Problem details — In how many lines of the listing below does the word "tools" occur? Say only the number.

Data supplied —
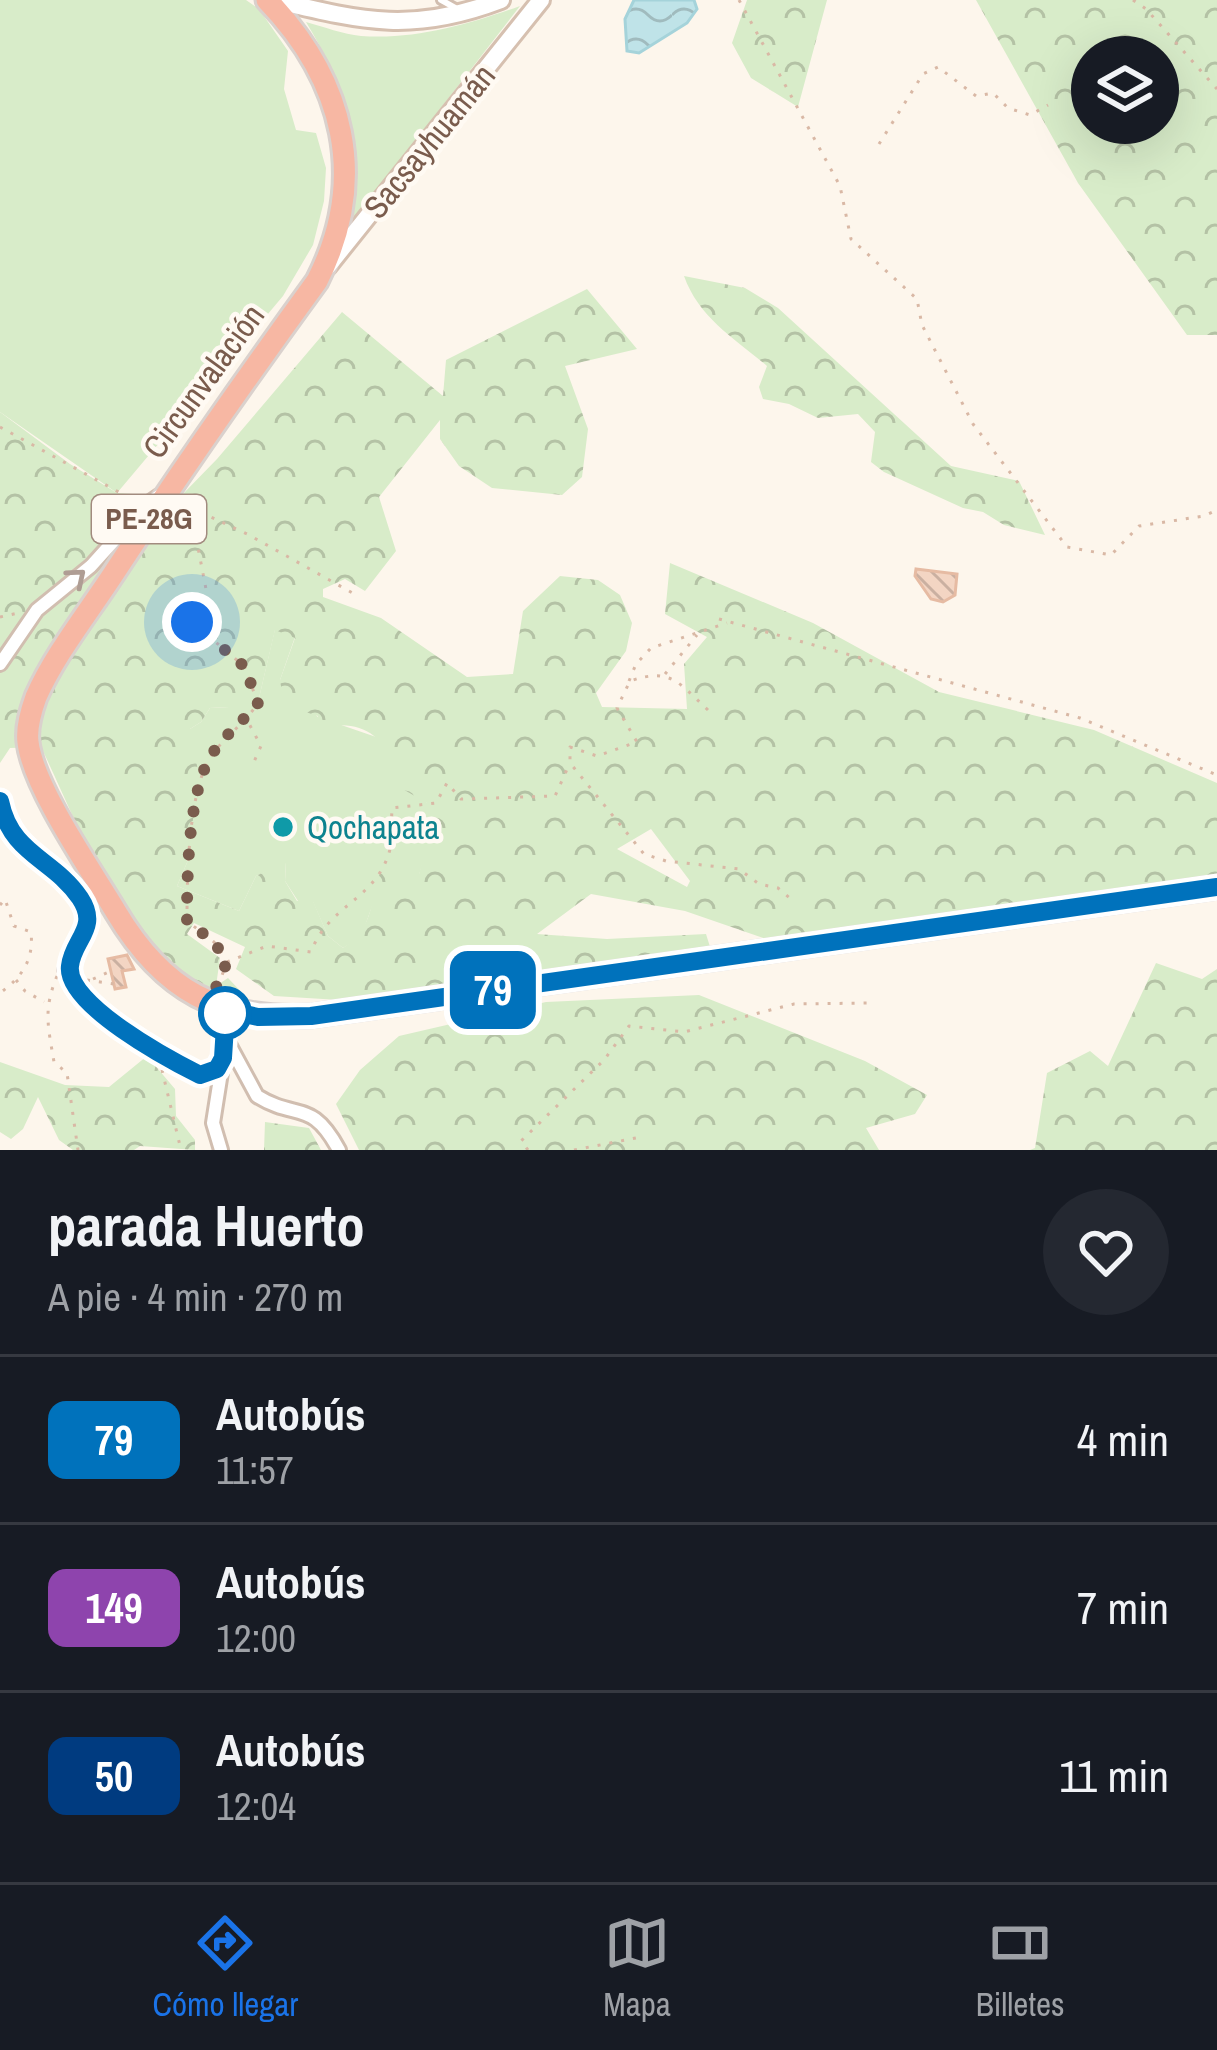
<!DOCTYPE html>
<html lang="es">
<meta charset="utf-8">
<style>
:root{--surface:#171b24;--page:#242831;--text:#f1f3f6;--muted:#9ea1a6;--line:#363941;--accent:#1a73e8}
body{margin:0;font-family:"Archivo Narrow",sans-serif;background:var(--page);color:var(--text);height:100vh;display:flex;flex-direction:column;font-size:45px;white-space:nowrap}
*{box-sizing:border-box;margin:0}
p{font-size:39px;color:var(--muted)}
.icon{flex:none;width:66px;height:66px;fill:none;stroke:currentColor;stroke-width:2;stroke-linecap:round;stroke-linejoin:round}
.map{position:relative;height:1150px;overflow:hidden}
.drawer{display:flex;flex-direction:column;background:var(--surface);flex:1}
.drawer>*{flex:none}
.badge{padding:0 24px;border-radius:18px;font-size:42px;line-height:78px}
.tools{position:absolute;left:1071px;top:36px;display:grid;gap:24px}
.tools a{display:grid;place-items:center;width:108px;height:108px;border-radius:50%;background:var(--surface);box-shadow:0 12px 48px #0002;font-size:60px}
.you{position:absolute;width:60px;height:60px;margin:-30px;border:9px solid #fff;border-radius:50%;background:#1a73e8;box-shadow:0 0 0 18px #1a73e833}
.map>.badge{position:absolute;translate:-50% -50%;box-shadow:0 0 0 6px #fff}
.round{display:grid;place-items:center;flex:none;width:126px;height:126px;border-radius:63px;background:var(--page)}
.overview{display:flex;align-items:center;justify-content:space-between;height:204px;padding:0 48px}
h1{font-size:57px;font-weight:800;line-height:90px}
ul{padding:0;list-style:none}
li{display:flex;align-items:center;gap:36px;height:168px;padding:0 48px;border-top:3px solid var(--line)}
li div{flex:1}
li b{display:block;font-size:45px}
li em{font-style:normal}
li .badge{min-width:132px;font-weight:700;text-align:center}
.tab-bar{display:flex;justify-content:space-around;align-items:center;height:168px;border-top:3px solid var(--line);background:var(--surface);font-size:33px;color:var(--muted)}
.tab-bar a{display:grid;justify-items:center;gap:6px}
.tab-bar .on{color:var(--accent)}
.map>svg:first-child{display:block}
.grass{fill:#d8ecc9}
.forest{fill:url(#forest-crowns);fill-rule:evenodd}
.water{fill:url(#water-waves);stroke:#a5d3da;stroke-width:3}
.building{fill:url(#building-back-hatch);stroke:#e6bba3;stroke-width:3}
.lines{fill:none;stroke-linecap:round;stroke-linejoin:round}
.lane-casing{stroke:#d1beb0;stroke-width:12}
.street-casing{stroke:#d1beb0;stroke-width:18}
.secondary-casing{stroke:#d6c0b0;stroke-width:22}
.highway-casing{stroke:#dad1cd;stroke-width:27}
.path{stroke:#d9b8a5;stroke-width:3;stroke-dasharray:3 9;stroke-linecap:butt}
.lane{stroke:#fff;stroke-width:6}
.street{stroke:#fff;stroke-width:12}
.secondary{stroke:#fff;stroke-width:16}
.highway{stroke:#f7b7a3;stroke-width:21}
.oneway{stroke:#af9d94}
.line-casing{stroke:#fff;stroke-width:27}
.line{stroke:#0072bc;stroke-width:18}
.walk{stroke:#7a5c4d;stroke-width:12;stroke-dasharray:0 21.6}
.culture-dot{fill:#0f9aa8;stroke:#fffaf3;stroke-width:4.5}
.stop-dot{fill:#fff;stroke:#0072bc;stroke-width:6}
.labels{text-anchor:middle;stroke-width:9;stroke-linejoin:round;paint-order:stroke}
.shield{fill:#fffaf3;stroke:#a28b7f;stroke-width:3}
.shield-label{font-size:30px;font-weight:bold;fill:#7a5c4d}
.street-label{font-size:33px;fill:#7a5c4d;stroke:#fffaf3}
.culture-label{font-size:33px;fill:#0d838f;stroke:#fffaf3;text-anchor:start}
</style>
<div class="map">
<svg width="1217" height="1150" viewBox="0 0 1217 1150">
<defs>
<pattern id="forest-crowns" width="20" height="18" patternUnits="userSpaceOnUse" patternTransform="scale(3)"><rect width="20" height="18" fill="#d8ecc9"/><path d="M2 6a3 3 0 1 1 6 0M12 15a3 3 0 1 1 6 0" fill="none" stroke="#b4c2a5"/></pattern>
<pattern id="water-waves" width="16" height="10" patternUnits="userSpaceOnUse" patternTransform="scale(3)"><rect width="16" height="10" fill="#bfe3e8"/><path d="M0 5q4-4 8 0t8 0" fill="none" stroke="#a0bbbe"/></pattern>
<pattern id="building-back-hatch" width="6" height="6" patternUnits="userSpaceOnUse" patternTransform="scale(3)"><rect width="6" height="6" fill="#f3d5c3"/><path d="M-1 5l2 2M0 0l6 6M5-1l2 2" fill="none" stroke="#cab0a1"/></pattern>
</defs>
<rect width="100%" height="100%" fill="#fdf6ec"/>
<path class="grass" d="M0,0h246l13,9 29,42 -4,38 12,41 20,3 10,35 -2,33 -11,44 -30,51 -166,197 -117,-81z
M520,6l-170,219c8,-87 2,-127 -44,-203 18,5 37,12 55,14 54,4 109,-12 159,-30z
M275,629l20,8 -15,43 38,37 61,21 48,65 -2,52 -6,20 -44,23 -14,39 -18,11 -15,-12 -15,-34 -15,-1 -13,-20 1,-18 -30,13 -17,35 -62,-25 12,-28 1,-129 11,-7 9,-14 19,-1 30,-9z"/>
<path class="forest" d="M747,0h80l-29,107 -47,-29 -19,-35z
M976,0h241v335h-30l-109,-152zM1092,57h66v66h-66z
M684,276l61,12 33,20 173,158 68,15 26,54 -41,-10 -21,-13 -20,-4 -79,-36 -13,-10 4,-30 -17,-18 -40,4 -29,-14 -26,-5 -4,-12 8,-21c-33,-28 -68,-48 -83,-90z
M587,289l50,60 -72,17 23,63 -6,48 -20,18 -70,-7 -33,-22 -19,-27v-19l-61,77 17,54 -31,40 -20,-12 -22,10v8l58,21 86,59 46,-3 10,-63 37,-35 38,4 22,15 12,28 -6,28 -30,42 6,14 85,2 -3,-45 23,-27 -42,-23 5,-51 143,60 126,69 155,38 123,53v100l-445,58 -87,-30 -94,-17 -54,40 70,5 99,-5 5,16 -339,52 -98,-6 -38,-27 9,-22 -51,-24 -7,11 33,24 -4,28 12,-8 20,21 -5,11c-14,-6 -30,-10 -44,-17 -72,-36 -123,-174 -158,-246l-31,1 -10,15v-351l70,52 47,29 63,4 37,-38 125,-147 101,84 3,-36zM275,630l20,8 -15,42 4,25 34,11 1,13c43,-14 76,12 75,55l33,19 -26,28 23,24 -5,19 -36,-8c-15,33 -6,60 -40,82l-15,-12 -15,-35h-16l-12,-20 1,-20 -30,15 -17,35 -62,-25 12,-28 9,-87 -8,-42 11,-7 9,-14 19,-1 16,7 14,-16zM651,829l39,52 -3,6 -70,-38z
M1156,963l46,16 15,-10v181h-187l5,-2 12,-75 43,-22 18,15z
M699,995l166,66 62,34 -12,19 -49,14 13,22h-520l-23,-46 24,-34 39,-34 147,-34z
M147,1056l28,33 1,27 19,24v10l-55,-4 -6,4h-61l-14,-10 -21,-43 -15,32 -12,10 -11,-7v-70l65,23 44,2z
M265,1122l44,6 12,22h-57z"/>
<path class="water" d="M634,0h60l3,9 -10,14 -48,30 -12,-2 -2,-32z"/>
<path class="building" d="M916,569l41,5 -2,21 -12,7 -12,-3 -16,-23z
M127,955l7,14 -12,2 4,16 -11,2 -7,-30z"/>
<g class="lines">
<defs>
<path id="lane" d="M441,0l18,10
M71,952l-9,18 11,15"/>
<path id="street" d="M0,664l37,-54 54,-44 55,-61 13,-9
M0,801c10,52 54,58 80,97 20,30 -7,41 -10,68 -6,37 100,95 130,109l17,-6 6,-11
M224,1035l33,61c40,25 54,2 82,54
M221,1150l-8,-27 9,-57"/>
<path id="secondary" d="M274,0c88,21 138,34 227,0
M328,266l213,-266"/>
<path id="highway" d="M267,0c77,80 102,179 50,281 -70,96 -138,193 -203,292 -26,40 -59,81 -78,124 -5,14 -10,30 -8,45 5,45 63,128 88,170 47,79 103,109 195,104l906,-129"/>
</defs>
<use href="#lane" class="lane-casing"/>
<use href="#street" class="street-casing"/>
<use href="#secondary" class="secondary-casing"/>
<use href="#highway" class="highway-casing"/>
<path class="path" d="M739,0l101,186 11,53 66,60 5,26 51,99 94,123 44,8 28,-29 65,-10 13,-6
M1133,0l13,9 71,80
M879,144l44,-70 15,-7 38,29 17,-3 15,15 22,7 18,-10
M0,427l135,74
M179,502l70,33 109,61
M171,514l24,18 11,57 -14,33 53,45 13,37 -10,12
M0,617l23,-5
M719,619l361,99 137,57
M665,674l32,-39
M629,681l7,-17 15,-16 76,-25
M708,710c-29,-27 -37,-43 -78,-29l-13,27 20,34 -40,14 -27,-9v16l74,91 22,7 73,8 20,15 19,4 14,12
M0,905l5,-6 9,27 17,6c3,28 -9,45 -31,61
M227,962l40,-16 44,6c17,-46 61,-51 77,-96 5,-13 3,-33 4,-48l44,-5 11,-20 14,16 94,-3 14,-31
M57,976c-14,34 -9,50 -3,86l13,11 11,77
M93,979l18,-8
M16,980l9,11 19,11
M87,980l27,4
M218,986l9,-24 -13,-20 -27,-21c0,-44 1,-121 21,-160 9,-16 26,-29 38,-43l15,28 -8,18
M162,1070l19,80
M528,1150l-7,-9 83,-81 25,-34 55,6 110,-28 76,-1
M574,1150l67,-13"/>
<use href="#lane" class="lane"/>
<use href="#street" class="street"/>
<use href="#secondary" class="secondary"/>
<use href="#highway" class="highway"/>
</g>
<defs><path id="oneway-chevron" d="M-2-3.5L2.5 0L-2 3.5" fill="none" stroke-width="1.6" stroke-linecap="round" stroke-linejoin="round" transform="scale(3)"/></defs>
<use class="oneway" href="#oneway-chevron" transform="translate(77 577) rotate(-40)"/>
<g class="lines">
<defs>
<path id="line" d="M0,801c11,54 53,57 80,97 20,30 -7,41 -10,68 -5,38 100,94 130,109l17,-6 6,-11 3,-48 32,7 53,-1 906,-129"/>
</defs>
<use href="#line" class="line-casing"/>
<use href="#line" class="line"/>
<path class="walk" d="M192,622l53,45 13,37c-16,18 -39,36 -50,57 -20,40 -21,116 -21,160l27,21 13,20 -14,32 12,19"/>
</g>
<circle class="culture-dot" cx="283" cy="827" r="12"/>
<circle class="stop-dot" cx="225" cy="1013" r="24"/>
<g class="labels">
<rect class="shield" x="92" y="495" width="114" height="48" rx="9"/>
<g class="shield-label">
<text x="149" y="529">PE-28G</text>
</g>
<g class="street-label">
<text transform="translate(429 141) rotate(-51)" y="12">Sacsayhuamán</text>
<text transform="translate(203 381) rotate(-54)" y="12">Circunvalación</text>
</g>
<g class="culture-label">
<text x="307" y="839">Qochapata</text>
</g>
</g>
</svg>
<div class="tools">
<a><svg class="icon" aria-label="layers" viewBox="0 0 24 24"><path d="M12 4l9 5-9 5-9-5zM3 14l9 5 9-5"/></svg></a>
</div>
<div class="you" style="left:192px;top:622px"></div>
<b class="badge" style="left:493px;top:990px;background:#0072bc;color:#fff">79</b>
</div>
<section class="drawer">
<div class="overview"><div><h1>parada Huerto</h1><p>A pie · 4 min · 270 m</p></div><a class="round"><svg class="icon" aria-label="heart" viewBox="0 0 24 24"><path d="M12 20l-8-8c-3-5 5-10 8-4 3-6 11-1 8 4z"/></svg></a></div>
<ul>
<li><span class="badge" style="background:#0072bc;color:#fff">79</span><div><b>Autobús</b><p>11:57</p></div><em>4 min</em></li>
<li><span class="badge" style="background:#8e44ad;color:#fff">149</span><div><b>Autobús</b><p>12:00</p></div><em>7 min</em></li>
<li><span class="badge" style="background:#003b80;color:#fff">50</span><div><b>Autobús</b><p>12:04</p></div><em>11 min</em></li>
</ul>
</section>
<nav class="tab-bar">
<a class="on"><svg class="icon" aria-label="directions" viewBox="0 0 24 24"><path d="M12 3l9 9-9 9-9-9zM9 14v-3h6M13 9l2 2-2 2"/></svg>Cómo llegar</a>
<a><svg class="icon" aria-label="map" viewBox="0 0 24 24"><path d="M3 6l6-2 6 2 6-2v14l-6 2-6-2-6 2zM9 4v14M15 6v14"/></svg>Mapa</a>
<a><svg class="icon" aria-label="tickets" viewBox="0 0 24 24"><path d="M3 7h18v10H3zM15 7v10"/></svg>Billetes</a>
</nav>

Exercise answer — 3